There was a time when cybersecurity experts recommended changing passwords every six months. While this is a better approach theoretically, studies have shown that changing passwords regularly is less secure in practice. The people studied tended to lose their access more frequently and even create less secure passwords.
You’re better off relying on the strength of your passphrase and changing it only if the website or application in question has been hacked.
Why keep your passwords unique?
Your passphrase likes to be special. It should be different from one site to another.
It’s a fact: data dumps are more and more frequent. When a passphrase is reused on more than one site, this increases the risk of it being compromised.Hackers and criminals are lazy people: if a username and password are compromised, the combination will be tried out on every imaginable platform.
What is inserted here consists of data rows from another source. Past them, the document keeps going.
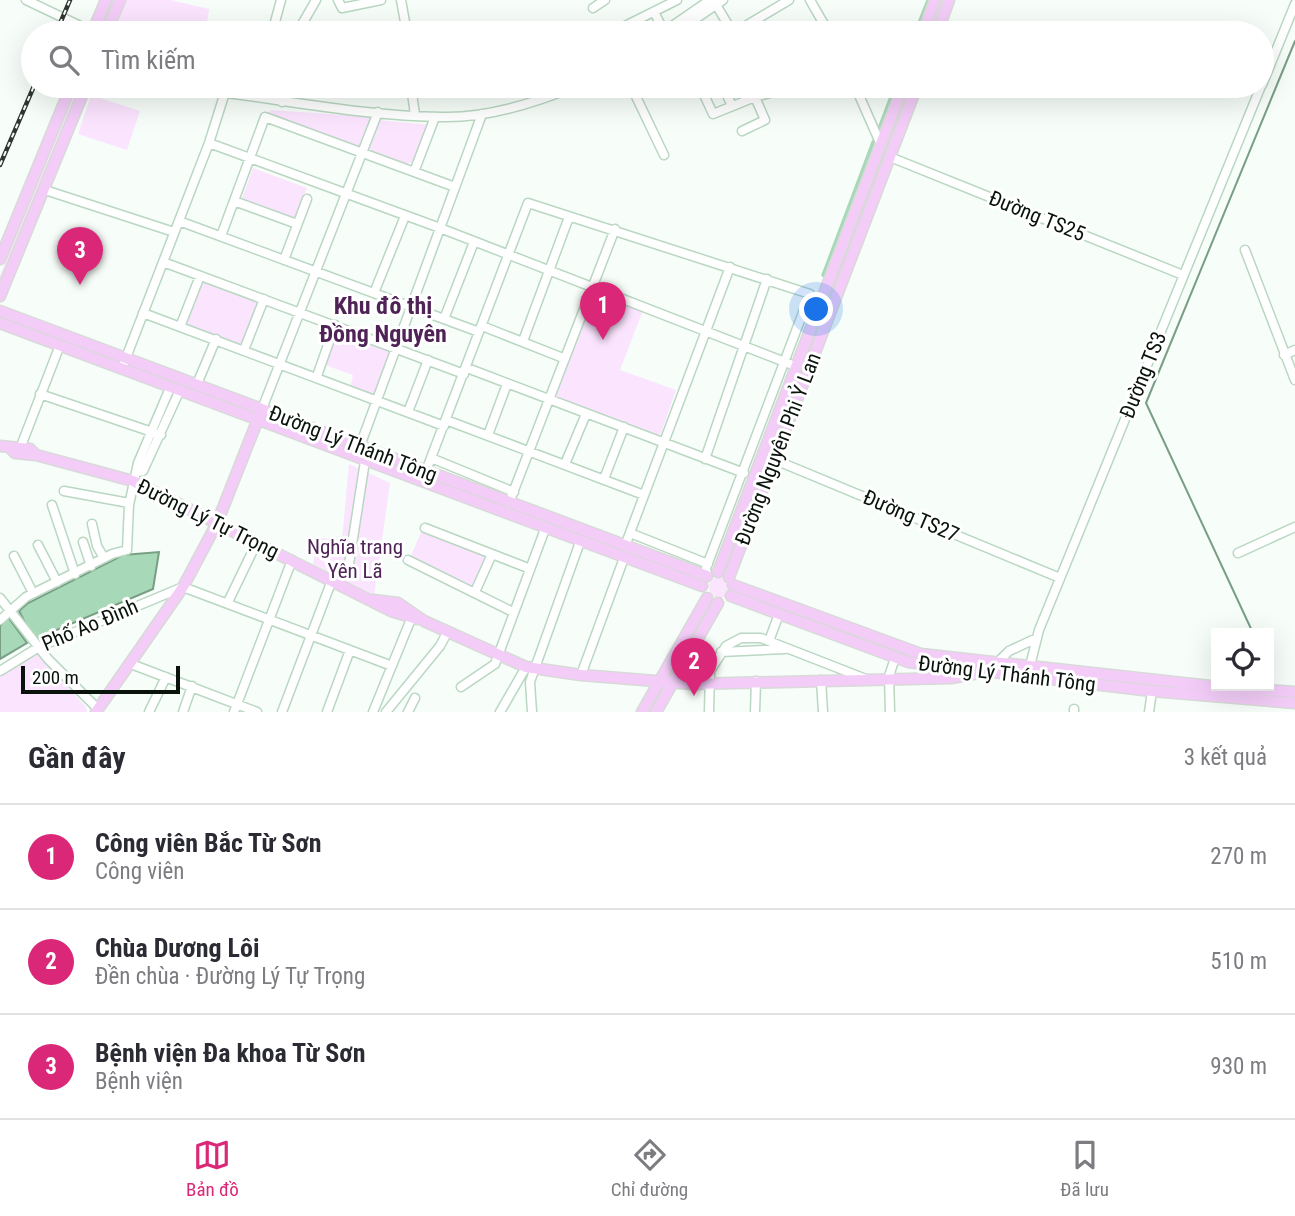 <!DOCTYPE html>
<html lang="vi">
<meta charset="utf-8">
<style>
:root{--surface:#fff;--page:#f7f7f7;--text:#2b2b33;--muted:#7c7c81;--line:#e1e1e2;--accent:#db2777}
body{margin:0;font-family:"Roboto Condensed",sans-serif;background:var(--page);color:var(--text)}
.controls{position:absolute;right:21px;bottom:21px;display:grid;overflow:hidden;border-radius:0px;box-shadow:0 7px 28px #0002}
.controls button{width:63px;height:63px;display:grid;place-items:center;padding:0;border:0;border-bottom:2px solid var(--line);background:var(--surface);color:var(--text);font:35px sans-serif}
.scale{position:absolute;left:21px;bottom:18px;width:159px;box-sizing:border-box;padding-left:7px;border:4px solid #09130c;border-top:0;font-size:19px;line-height:24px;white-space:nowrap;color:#09130c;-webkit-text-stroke:5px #fff;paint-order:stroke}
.you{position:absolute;left:817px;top:310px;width:24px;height:24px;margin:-18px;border:5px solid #fff;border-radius:50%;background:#1a73e8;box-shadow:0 0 0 10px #1a73e833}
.badge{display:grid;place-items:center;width:46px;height:46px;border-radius:50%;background:var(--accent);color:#fff;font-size:23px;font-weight:700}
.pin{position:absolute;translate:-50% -58px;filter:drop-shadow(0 2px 4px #0008)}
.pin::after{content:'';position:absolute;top:37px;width:24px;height:21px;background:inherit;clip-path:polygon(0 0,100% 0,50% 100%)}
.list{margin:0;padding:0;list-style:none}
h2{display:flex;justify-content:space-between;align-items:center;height:91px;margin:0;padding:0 28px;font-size:30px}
h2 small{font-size:23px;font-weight:400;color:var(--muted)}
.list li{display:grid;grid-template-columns:46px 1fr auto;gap:21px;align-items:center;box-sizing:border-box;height:105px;padding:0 28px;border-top:2px solid var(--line)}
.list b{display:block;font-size:26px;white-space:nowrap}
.list p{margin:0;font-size:23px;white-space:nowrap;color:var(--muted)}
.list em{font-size:23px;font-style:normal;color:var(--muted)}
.icon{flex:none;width:38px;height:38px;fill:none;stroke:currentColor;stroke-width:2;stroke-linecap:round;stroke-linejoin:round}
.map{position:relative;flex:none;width:1295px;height:712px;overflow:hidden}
.search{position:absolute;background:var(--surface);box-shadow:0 7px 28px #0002;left:21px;right:21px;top:21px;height:77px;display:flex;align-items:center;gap:18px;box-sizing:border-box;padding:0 24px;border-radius:38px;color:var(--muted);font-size:26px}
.sheet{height:406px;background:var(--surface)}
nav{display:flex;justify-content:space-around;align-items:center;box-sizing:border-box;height:98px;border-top:2px solid var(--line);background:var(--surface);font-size:19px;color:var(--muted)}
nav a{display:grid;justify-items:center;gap:4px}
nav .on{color:var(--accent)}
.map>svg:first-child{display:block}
.green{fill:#fbe4fe}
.water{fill:#a7d9b8;stroke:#789e84;stroke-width:2}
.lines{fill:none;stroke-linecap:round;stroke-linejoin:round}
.stream{stroke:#789e84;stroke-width:2}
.canal{stroke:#a7d9b8;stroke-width:5}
.minor-casing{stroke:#b9d7c2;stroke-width:11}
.major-casing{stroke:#d8d9d8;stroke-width:13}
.minor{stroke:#fff;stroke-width:8}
.major{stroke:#f3cdf8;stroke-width:10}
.rail-casing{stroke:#2e3730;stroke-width:4.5}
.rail{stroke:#fff;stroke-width:2;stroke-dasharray:5;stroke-linecap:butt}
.labels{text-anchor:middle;stroke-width:6;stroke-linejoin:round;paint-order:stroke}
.street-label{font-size:21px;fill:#09130c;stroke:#fff}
.park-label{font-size:21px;fill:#502456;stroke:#fff}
.quarter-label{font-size:24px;font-weight:bold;fill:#4f2356;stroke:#fff}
</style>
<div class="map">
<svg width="1295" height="712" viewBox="0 0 1295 712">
<rect width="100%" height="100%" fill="#f7fdf9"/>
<!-- green -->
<path class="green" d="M126,0H170L209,9L206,29L114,33Z
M75,93L73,105L0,283V275Z
M91,95L140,111L127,150L78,134Z
M270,110L373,117L362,145L355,147L269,116Z
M378,120L430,125L415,161L407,164L372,153L368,147Z
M253,168L307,188L295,221L241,201Z
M877,168L879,170L772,451L770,449Z
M203,279L260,302L242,348L184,325Z
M596,292L643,310L620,370L676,390L661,433L657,436L556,399L554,395L592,295Z
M337,330L390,350L375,392L370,394L350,388L353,375L325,365Z
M349,464L390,483L374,596L313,564L318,538L342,540Z
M422,530L486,557L473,586L410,558Z
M709 587a11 11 0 1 1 22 0a11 11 0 1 1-22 0Z
M36,652L85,706L87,712H0V673Z"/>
<!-- water -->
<path class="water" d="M159,552L153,589L38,638L31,634L19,611L28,603L123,555Z
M8,617L27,643L0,659V626Z"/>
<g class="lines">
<!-- stream -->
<path class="stream" d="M1253,633L1146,403L1295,41
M1269,670L1272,682"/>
<!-- canal -->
<path class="canal" d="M916,33L929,0
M879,131L896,86
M824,275L874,142"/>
<defs>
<path id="minor" d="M26,0L95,33
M338,0L342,8L381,0
M401,0L407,33
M810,0L829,33
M715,3L733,33
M593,8L605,0
M654,12L664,31
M744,27L789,0
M342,31L369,33
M272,33L281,0
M297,33L316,0
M611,33L677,0
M662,33L710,0
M675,33L723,0
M1262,85L1295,4
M162,86C256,93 348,116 443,117C489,118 535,103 576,86
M399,86L411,87
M411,86L415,115
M631,86L664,155
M700,86L713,114L755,97L795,86
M723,86L732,106
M855,86L881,145
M282,102L285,86
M742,131L765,120L755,97
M209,143L440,228L790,364
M890,157L1183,275
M414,172L435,117
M45,190L174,232
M234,201L297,224
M179,221L479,332
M221,236L265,117L455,187
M1245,250L1295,380
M284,260L307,199
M163,262L464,374
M374,293L405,216
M143,313L444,426
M444,319L474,242
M482,326L563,358
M180,327L200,276
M523,341L569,217
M244,350L264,299
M1284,355L1295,350
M124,363L209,143L227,86
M467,368L744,473
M317,376L335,325
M197,384L216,339
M40,394L161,435
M262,409L378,112
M408,412L428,360
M446,420L644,495
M488,435L507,384
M21,446L60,345
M360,446L482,114
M763,455L1060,578
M431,458L514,492
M705,459L767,279
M565,464L586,414
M426,471L528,203L810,294L706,568L707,576
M137,472L143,471L179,392
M604,479L624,427
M64,491L129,503
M509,503L615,229
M52,505L75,574
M92,524L97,546L104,558
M425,528L528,568
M630,533L708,564
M83,542L91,566
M38,545L57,582
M625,546L730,267
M1238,553L1295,527
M14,556L33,593
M408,560L513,612
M349,564L365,461
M475,592L492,554
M0,598L48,659L98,709
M228,602L257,542
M0,620L26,597L112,554L127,550L129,505L138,463L170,388
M769,641L779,614
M721,652L785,649
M998,662L1009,651L1037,638
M131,664L257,712
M1030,666L1039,630L1261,86
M0,671L39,647L183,587L392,666
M581,675L624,558
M821,680L823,712
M461,687L495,664L545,529
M1074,709V712
M149,712L166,677
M183,712L192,686
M234,712L292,560
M282,712L332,580
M327,712L350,650
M373,712L411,619
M386,712L440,646L448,631
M408,712L415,698
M500,712L526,667
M532,712L530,682L580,542
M709,712L710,671L726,646L741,638H761L866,679
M755,712L756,681
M890,712L889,676L895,658
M1149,712L1152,691"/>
<path id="major" d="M92,33L106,0
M106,33L120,0
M923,33L935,0
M937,33L949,0
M0,259L71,86
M0,296L86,86
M0,311L707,576
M0,323L702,586
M0,446L30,449L36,455
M10,448L15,453L36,455L133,481L391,611L417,619
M718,572L903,86
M729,577L917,86
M733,585L921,654L1219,687L1295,692
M731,596L908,662L1152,691L1295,703
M373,600L398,603L424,621L526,667L581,675L693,684L951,678L984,672
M96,712L183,587L217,523L260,414
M642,712L707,598
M656,712L718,603"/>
</defs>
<!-- minor casing -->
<use href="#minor" class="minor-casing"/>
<!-- major casing -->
<use href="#major" class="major-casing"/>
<!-- minor -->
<use href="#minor" class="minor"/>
<!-- major -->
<use href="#major" class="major"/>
<defs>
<path id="rail" d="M56,33L70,0
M0,165L34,86"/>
</defs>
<!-- rail casing -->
<use href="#rail" class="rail-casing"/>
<!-- rail -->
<use href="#rail" class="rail"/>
</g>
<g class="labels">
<!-- street labels -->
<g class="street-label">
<text transform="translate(1037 216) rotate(22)" y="7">Đường TS25</text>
<text transform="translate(1143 375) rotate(-68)" y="7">Đường TS3</text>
<text transform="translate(353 444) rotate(21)" y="7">Đường Lý Thánh Tông</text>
<text transform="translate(778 449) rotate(-69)" y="7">Đường Nguyên Phi Ỷ Lan</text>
<text transform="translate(911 516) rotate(23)" y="7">Đường TS27</text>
<text transform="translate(208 519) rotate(26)" y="7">Đường Lý Tự Trọng</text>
<text transform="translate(90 625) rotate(-23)" y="7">Phố Ao Đình</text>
<text transform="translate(1007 674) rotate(7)" y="7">Đường Lý Thánh Tông</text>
</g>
<!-- park labels -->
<g class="park-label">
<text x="355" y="554">Nghĩa trang<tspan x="355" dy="24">Yên Lã</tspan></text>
</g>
<!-- quarter labels -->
<g class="quarter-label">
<text x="383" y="314">Khu đô thị<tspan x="383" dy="28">Đồng Nguyên</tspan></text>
</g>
</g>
</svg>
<div class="controls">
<button><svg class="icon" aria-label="locate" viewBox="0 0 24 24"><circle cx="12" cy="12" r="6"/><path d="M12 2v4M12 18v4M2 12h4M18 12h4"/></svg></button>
</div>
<div class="scale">200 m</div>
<div class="you"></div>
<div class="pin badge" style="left:603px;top:340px">1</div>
<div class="pin badge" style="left:694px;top:696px">2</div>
<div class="pin badge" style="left:80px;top:285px">3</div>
<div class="search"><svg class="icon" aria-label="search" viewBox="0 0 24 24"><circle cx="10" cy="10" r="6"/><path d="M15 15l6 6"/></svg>Tìm kiếm</div>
</div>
<section class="sheet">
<h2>Gần đây<small>3 kết quả</small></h2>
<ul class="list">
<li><span class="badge">1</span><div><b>Công viên Bắc Từ Sơn</b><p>Công viên</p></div><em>270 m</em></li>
<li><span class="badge">2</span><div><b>Chùa Dương Lôi</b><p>Đền chùa · Đường Lý Tự Trọng</p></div><em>510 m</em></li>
<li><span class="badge">3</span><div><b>Bệnh viện Đa khoa Từ Sơn</b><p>Bệnh viện</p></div><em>930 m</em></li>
</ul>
</section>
<nav>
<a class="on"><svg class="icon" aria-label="map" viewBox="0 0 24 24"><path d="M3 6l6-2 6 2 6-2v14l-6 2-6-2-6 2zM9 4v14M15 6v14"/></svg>Bản đồ</a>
<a><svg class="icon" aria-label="directions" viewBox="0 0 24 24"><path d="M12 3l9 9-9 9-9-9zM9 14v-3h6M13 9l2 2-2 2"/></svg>Chỉ đường</a>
<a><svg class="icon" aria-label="saved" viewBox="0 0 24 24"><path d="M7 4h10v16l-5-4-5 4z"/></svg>Đã lưu</a>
</nav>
A good passphrase that is unique to each service is the first line of defence of effectively protecting the data stored on your various online accounts.
What are the advantages of using a password manager?
The faculty of memory is forgetful.
We know that remembering a hundred different passphrases is a colossal and unrealistic undertaking. This is why a password manager will be your most valuable ally.
We promise you; it’s definitely worth downloading an additional application for this purpose.
If you have any doubt, remember that access management is the first gateway to all kinds of attacks. With vulnerable accounts, you jeopardize your personal data and that of your partners, colleagues, or clients.
Converting to using a password manager can take a bit of time at first, but it is important and will quickly start saving you time.
Recap
- Opt for a passphrase instead of a password.
- Find the best possible balance between the length, complexity, and uniqueness of your passphrase for you to remember it.
- 8 characters is the minimum. 12 to 16 characters is good. Several words are best.
- Combine capital letters, numbers, and special characters, if possible.
- Avoid including personal information (important dates, birthday, your children’s first names, your place of birth, etc.).
- Use a password manager to help your memory.
- Change your passphrase only if it is compromised.